Todo eso se ha visto. No formulamos hipótesis en los espacios. A menudo los hombres intentaron vivir de ese modo, no sin éxitos, tan famosos como variados. Su Historia expresa su naturaleza: la que no es desfavorable a ese concordato empírico, y, en el caso nuevo, la ciencia y el poder del hombre moderno colocan en sus manos instrumentos de una eficacia inaudita, para crear estados de bienestar y de vida fácil más completos, más extensos y mejores que antes. ¿Por qué no retomar, renovándolo, aquello que tuvo éxito? ¡Eso no puede fracasar si uno se pone, una vez más a la tarea con todo el corazón y con toda la cabeza!
¿Por qué? ¿Cómo y por qué no se lanzó este llamado? O cuando lo fue, ¿cómo no se extendió ni pudo franquear los límites de la pequeña provincia ocupada por el grupo avanzado de los pioneros de la Tour de Pin? ¿Qué es lo que impidió a patrones y obreros recoger esas voces perdidas y darles un eco debido?
Parece que nadie podría rehusar su atención a los comienzos de aquella esperanza: ¿Cómo o por qué se le tenía repugnancia? Si había negociaciones delicadas que conducir, ¿quién podía vacilar en abrirlas?
¿Quién podía en principio rechazar su examen?
¿Quién?
La democracia.
Ella sola, cuya acción está visible en todas partes.
La democracia ocupa al Estado legislador con su gobierno dividido y divisor.
La democracia trabaja, amenaza, obsesiona y paraliza a su patronado.
La democracia excita y agita a su proletariado.
Frente al programa de reforma que se acaba de leer y que tiende a la paz, la democracia redactó el suyo, que tiende a la guerra.
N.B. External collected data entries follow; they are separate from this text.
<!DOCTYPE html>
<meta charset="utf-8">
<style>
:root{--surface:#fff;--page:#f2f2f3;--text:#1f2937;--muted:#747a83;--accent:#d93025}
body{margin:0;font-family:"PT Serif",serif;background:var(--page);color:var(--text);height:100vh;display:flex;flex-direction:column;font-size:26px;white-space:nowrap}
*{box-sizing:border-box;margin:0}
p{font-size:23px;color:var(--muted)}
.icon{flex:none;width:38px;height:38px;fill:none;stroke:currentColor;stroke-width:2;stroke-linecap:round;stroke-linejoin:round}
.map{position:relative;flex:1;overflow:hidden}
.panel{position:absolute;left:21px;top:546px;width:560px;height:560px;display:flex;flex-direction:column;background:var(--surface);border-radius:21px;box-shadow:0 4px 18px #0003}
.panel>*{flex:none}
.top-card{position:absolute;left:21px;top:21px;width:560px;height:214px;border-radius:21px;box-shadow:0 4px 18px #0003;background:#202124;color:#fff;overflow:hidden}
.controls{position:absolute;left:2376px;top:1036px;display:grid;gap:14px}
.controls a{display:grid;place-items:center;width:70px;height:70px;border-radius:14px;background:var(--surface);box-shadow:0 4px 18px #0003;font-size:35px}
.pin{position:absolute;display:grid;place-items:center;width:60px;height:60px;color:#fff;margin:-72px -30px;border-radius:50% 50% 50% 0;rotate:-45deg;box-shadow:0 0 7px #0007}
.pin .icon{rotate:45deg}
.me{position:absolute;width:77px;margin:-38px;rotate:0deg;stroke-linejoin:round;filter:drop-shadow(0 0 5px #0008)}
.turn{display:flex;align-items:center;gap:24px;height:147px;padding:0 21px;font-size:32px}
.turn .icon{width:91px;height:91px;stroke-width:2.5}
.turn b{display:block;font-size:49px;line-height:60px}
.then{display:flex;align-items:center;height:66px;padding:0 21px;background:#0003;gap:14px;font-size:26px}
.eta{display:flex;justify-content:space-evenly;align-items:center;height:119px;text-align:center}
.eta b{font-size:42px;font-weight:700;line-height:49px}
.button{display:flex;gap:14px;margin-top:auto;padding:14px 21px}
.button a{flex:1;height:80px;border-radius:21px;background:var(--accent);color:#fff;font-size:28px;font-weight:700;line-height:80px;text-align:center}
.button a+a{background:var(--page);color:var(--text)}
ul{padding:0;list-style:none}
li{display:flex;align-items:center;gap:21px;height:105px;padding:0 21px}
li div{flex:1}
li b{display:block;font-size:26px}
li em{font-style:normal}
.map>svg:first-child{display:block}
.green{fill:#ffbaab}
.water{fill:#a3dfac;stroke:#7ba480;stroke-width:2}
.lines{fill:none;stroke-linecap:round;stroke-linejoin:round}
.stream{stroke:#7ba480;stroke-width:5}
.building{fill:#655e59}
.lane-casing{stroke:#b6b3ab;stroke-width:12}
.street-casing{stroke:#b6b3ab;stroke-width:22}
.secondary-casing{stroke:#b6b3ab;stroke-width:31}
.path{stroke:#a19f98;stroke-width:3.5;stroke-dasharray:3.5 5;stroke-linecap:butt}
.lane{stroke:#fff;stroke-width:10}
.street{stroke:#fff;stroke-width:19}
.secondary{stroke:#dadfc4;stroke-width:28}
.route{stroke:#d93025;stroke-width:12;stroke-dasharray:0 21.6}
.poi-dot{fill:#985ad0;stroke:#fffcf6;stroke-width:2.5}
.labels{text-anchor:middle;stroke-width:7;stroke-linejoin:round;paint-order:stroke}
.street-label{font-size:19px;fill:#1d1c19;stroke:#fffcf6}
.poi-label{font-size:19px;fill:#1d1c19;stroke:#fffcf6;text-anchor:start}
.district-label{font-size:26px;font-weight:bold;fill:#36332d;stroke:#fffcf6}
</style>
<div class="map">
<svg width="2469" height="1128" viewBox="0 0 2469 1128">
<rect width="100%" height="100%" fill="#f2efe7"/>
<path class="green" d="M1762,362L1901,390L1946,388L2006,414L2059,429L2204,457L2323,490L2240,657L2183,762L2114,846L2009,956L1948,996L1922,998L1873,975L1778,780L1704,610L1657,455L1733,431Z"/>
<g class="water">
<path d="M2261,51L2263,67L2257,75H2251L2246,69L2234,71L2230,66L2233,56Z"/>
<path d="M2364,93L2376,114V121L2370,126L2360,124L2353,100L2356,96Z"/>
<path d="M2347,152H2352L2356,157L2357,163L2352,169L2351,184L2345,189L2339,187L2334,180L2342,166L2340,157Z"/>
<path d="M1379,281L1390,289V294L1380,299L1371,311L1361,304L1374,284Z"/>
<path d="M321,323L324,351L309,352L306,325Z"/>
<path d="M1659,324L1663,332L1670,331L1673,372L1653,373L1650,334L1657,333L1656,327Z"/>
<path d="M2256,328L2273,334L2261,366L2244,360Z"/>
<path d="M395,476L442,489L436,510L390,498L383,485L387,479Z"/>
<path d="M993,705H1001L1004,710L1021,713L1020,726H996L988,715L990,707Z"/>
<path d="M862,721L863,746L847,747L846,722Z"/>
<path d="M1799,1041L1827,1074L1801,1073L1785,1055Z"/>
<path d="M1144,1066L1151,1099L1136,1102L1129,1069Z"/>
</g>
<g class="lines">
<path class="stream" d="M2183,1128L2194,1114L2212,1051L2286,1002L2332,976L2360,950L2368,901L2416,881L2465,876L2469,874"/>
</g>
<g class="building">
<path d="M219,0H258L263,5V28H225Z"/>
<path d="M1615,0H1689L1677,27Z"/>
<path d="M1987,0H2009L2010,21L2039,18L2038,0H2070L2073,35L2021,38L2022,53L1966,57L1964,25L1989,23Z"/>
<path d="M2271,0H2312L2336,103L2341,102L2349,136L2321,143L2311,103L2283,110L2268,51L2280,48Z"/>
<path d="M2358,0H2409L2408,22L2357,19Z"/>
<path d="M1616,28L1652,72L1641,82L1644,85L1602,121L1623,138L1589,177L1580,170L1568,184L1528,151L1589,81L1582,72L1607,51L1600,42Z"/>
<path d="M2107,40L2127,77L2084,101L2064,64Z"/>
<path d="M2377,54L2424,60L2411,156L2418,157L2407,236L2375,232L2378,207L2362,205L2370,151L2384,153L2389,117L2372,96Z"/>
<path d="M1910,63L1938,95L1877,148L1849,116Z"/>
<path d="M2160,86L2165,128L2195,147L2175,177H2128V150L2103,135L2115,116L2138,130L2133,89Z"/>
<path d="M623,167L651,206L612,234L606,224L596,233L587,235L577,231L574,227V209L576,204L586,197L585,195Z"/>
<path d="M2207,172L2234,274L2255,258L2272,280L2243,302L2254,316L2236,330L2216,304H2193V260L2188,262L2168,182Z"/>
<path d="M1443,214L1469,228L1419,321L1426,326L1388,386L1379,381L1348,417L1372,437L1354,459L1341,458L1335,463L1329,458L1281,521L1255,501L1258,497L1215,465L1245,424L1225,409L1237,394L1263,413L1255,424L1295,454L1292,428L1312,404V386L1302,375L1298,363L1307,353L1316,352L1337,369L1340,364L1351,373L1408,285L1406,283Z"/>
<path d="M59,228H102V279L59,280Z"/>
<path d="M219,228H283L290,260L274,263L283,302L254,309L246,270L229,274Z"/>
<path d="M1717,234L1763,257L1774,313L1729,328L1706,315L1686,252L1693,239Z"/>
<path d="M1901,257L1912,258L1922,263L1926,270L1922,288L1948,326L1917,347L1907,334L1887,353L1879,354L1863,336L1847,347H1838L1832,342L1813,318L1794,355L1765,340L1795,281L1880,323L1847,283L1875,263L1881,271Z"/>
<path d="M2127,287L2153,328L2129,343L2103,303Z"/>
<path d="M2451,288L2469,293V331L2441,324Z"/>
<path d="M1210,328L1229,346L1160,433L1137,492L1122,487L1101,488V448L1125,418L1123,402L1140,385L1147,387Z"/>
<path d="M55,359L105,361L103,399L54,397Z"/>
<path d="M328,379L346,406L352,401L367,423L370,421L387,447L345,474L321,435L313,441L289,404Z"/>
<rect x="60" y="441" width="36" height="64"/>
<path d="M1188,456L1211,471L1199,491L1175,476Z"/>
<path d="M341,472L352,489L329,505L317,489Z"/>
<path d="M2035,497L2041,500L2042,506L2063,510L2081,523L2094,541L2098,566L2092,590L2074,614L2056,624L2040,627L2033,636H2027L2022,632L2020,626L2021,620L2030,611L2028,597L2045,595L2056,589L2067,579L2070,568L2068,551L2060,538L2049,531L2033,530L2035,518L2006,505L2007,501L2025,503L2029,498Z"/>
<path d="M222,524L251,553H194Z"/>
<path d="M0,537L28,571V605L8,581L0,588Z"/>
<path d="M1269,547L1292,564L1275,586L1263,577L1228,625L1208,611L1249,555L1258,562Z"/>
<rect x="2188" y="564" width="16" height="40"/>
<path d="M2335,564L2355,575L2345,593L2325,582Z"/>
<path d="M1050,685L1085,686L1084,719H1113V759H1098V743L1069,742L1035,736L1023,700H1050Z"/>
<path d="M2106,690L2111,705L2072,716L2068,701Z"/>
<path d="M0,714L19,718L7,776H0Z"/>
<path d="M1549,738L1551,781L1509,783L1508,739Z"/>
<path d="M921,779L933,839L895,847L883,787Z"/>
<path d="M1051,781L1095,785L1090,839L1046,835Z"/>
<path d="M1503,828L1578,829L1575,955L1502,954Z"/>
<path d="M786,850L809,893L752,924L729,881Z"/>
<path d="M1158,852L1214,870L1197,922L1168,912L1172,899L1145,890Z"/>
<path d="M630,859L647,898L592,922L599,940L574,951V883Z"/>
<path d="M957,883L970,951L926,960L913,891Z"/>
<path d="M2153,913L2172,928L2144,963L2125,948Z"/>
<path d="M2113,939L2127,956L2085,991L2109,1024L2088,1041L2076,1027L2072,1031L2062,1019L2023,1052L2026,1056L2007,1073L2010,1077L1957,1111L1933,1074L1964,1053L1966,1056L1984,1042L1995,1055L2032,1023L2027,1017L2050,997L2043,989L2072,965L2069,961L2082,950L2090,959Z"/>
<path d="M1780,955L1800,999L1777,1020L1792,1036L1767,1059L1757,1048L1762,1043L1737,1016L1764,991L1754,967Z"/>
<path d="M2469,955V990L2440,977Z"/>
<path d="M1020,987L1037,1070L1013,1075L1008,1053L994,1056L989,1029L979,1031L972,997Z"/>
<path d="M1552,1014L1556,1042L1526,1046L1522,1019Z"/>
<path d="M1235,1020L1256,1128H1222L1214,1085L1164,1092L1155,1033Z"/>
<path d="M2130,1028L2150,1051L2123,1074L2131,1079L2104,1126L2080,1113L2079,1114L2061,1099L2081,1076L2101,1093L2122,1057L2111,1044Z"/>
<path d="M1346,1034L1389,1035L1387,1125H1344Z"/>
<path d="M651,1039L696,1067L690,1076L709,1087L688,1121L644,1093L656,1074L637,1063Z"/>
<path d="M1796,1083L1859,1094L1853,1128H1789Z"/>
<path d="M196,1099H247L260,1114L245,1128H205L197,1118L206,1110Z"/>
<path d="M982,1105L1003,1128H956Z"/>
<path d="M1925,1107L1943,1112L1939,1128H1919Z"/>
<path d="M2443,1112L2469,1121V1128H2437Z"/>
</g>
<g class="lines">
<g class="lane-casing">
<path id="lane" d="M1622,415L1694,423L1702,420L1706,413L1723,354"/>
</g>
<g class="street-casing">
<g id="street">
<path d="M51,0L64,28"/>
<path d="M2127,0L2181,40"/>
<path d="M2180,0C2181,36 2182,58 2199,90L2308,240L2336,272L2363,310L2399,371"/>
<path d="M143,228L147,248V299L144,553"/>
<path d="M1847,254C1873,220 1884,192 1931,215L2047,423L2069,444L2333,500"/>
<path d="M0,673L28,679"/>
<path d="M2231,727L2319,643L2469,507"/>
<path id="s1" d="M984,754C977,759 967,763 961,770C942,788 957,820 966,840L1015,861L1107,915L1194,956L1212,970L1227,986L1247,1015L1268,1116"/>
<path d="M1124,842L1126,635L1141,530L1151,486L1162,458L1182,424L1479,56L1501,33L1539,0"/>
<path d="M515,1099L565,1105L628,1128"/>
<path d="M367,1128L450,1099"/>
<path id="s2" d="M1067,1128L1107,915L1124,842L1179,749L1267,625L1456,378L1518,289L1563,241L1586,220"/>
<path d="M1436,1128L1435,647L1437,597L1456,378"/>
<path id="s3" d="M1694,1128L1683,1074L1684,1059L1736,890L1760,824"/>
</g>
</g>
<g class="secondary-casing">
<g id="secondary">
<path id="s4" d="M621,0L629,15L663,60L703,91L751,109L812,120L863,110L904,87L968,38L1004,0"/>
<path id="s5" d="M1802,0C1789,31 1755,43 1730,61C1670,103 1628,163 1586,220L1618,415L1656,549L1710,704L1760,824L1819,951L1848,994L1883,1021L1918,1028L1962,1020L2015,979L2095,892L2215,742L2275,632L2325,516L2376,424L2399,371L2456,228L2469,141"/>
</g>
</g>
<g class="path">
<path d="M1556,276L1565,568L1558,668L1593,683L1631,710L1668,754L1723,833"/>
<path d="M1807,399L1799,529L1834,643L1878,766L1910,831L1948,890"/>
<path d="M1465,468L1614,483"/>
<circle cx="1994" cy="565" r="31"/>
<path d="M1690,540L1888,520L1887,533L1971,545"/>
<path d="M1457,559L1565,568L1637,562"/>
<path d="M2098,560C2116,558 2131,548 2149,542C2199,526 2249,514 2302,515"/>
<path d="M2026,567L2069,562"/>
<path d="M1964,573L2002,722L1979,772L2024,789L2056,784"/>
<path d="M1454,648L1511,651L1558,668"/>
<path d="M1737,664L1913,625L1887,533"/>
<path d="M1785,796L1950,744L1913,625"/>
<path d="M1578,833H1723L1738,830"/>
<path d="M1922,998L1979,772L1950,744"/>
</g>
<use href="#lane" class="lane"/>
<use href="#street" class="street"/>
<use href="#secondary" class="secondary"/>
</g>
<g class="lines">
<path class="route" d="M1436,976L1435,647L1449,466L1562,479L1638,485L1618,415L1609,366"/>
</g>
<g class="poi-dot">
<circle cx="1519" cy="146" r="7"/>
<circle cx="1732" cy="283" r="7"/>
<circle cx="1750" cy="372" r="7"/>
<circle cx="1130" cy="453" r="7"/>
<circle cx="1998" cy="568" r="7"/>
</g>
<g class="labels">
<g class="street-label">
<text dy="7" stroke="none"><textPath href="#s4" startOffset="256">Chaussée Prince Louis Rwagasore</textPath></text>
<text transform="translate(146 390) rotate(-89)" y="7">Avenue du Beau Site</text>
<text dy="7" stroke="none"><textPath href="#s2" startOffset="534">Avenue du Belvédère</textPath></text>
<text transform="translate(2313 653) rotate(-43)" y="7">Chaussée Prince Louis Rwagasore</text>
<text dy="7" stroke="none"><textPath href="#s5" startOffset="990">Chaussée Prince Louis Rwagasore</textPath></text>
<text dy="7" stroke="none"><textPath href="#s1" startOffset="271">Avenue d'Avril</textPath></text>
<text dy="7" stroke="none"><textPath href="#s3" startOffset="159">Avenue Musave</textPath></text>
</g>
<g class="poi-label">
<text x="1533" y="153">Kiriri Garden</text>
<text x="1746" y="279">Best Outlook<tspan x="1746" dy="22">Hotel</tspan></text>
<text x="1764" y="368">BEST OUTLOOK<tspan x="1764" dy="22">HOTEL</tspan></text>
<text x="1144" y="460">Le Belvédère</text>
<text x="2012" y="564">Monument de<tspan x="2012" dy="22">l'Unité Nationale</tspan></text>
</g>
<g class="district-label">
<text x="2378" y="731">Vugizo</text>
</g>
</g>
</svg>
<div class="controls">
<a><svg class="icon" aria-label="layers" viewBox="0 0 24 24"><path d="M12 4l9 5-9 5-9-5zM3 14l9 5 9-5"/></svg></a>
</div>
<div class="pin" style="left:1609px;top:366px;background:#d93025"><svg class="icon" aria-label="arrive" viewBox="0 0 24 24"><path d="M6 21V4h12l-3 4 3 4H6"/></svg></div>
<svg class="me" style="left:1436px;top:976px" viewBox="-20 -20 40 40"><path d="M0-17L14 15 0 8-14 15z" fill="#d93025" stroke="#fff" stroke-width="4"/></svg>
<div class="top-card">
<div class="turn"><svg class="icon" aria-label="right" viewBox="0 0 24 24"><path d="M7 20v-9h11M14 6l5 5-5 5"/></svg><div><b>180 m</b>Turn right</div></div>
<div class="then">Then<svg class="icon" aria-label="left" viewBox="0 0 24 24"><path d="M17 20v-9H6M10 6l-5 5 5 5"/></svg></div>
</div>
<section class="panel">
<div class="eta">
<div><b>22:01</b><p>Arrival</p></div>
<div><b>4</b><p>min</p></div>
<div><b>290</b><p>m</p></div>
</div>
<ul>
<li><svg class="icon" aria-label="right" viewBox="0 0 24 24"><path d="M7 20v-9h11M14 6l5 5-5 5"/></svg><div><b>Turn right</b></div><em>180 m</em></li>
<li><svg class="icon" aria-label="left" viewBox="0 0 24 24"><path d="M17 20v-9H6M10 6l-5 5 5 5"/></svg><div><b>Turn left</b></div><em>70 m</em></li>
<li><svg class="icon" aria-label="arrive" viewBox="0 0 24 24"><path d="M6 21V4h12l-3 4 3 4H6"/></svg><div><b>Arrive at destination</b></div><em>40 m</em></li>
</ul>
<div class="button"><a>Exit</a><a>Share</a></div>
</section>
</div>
Dueña de una vasta porción del mundo obrero, ella por así decir contrató una obra de tipo guerrero, tal como el que postula su pensamiento más general: someterlo todo al establecimiento de la igualdad, desorganizar para igualar.
El Número democrático tiende a construir una sociedad formada de unidades iguales, que no existe ni puede existir. El Número democrático tiende de ese modo a destruir la sociedad formada en grupos desiguales, únicos capaces de vida y únicos que existen.
La democracia es una diosa guerrera. Hace reñir a los partidos políticos, al emitir la paradójica promesa de sacar un estado permanente y apacible de la batalla indefinida, que prescribe en su Constitución y en su Ley; pretende también ordenar y organizar el trabajo encendiendo entre los diversos factores del trabajo un sistema regular de inextinguibles enemistades.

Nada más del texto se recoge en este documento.